The control of the electrophotographic process unit 45 is performed according to the data sent from the interface control unit 40 through the.

The print head control unit 42 writes the image data sent from the bitmap writing unit 31 through the internal bus B4 onto the photoconductor 1, and prints the print head according to the information sent from the interface control unit 40 through the internal bus B5. The section 43 controls the light emission of the semiconductor laser and the rotation of a polygon motor (not shown).

The external paper feed unit 5 and the sorter 6 are also connected to the internal bus B5.
Through the interface control unit 40.

The printer system 10 described above is a bitmap laser printer in this embodiment. The print data (mostly represented by codes) sent from the data processing devices 1A, 1B, 1C is developed as an actual print image on the BM-RAM 32 of the bitmap processing device 3 and output to the print engine 4. Is done.
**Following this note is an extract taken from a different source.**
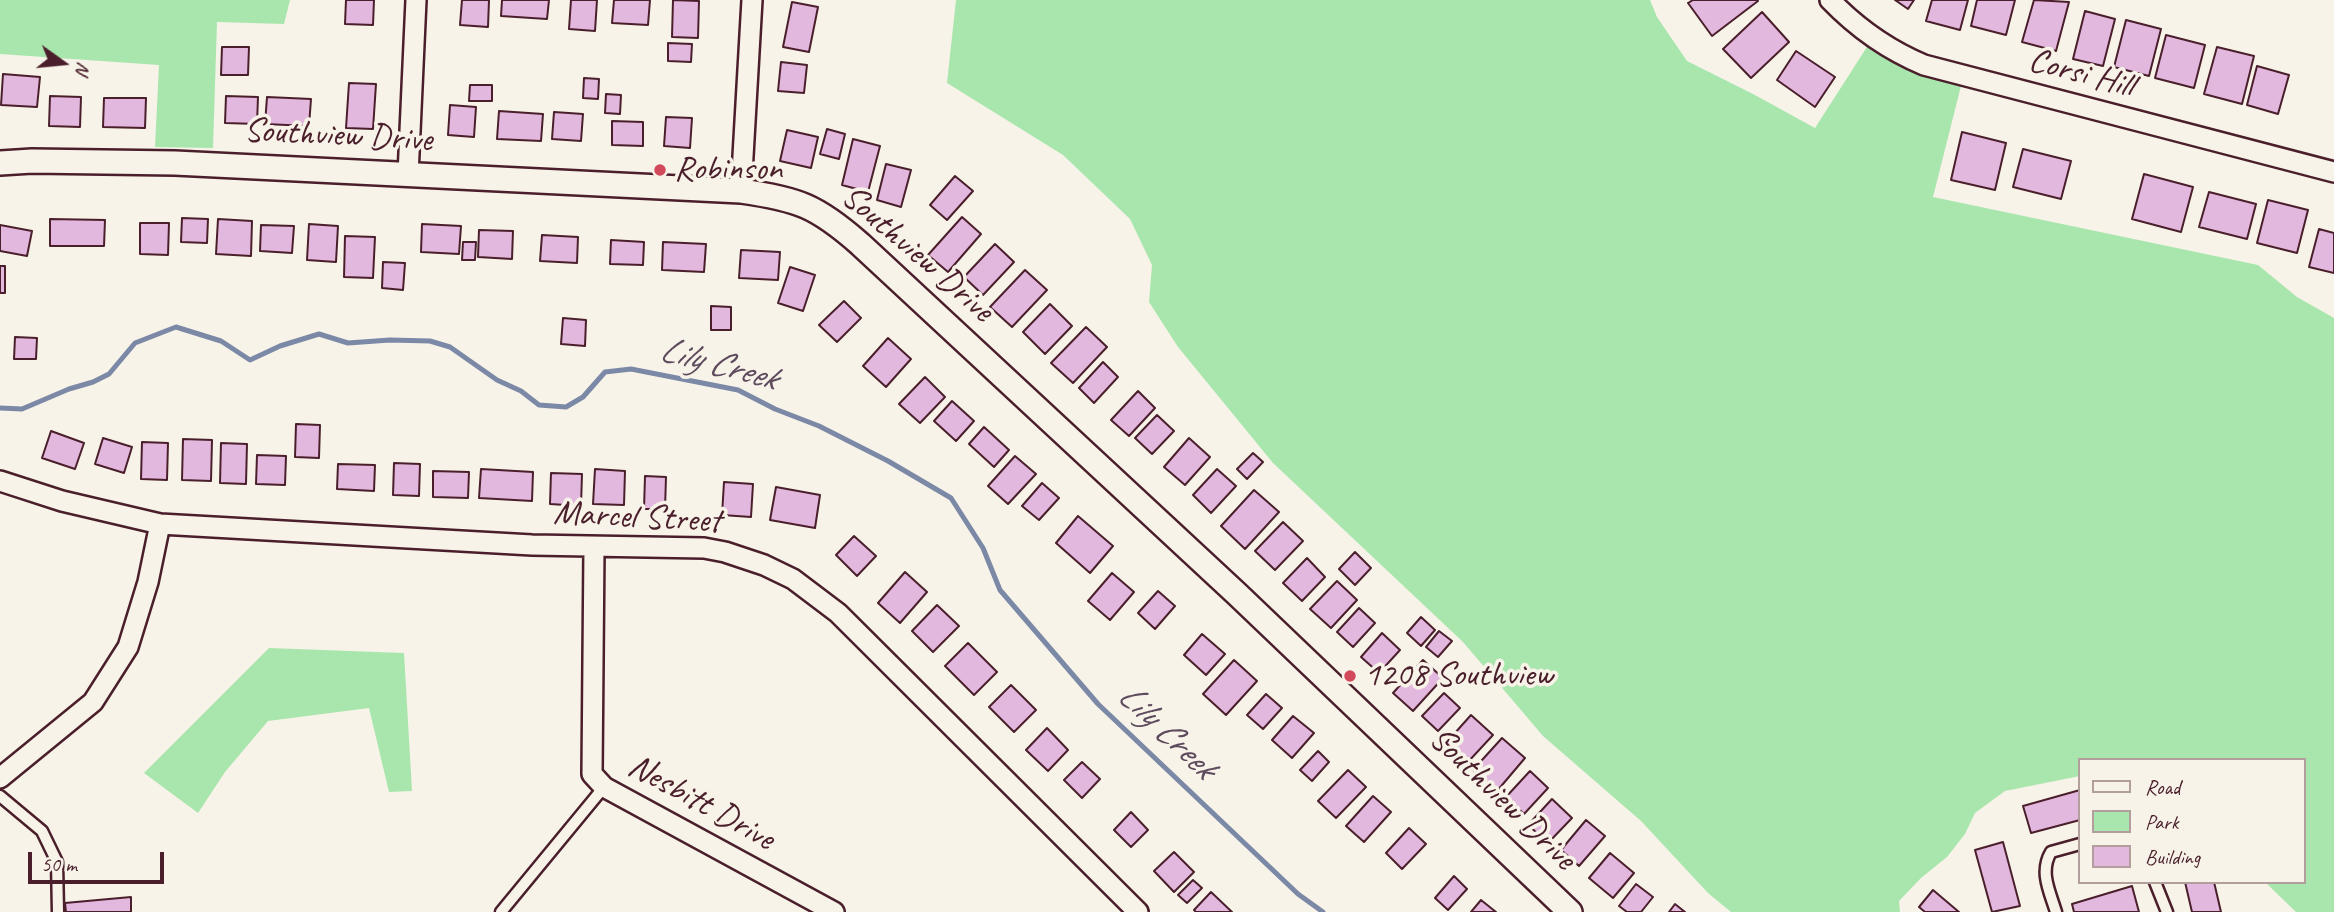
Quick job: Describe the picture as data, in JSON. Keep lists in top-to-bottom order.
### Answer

The print engine 4 modulates the laser beam according to the data from the bitmap type data processing device 3, records the modulated laser beam on the photoconductor, and transfers the modulated laser beam to recording paper.

The data sent from the data processing devices 1A, 1B, and 1C includes codes for controlling the format and setting the engine mode in addition to the print data.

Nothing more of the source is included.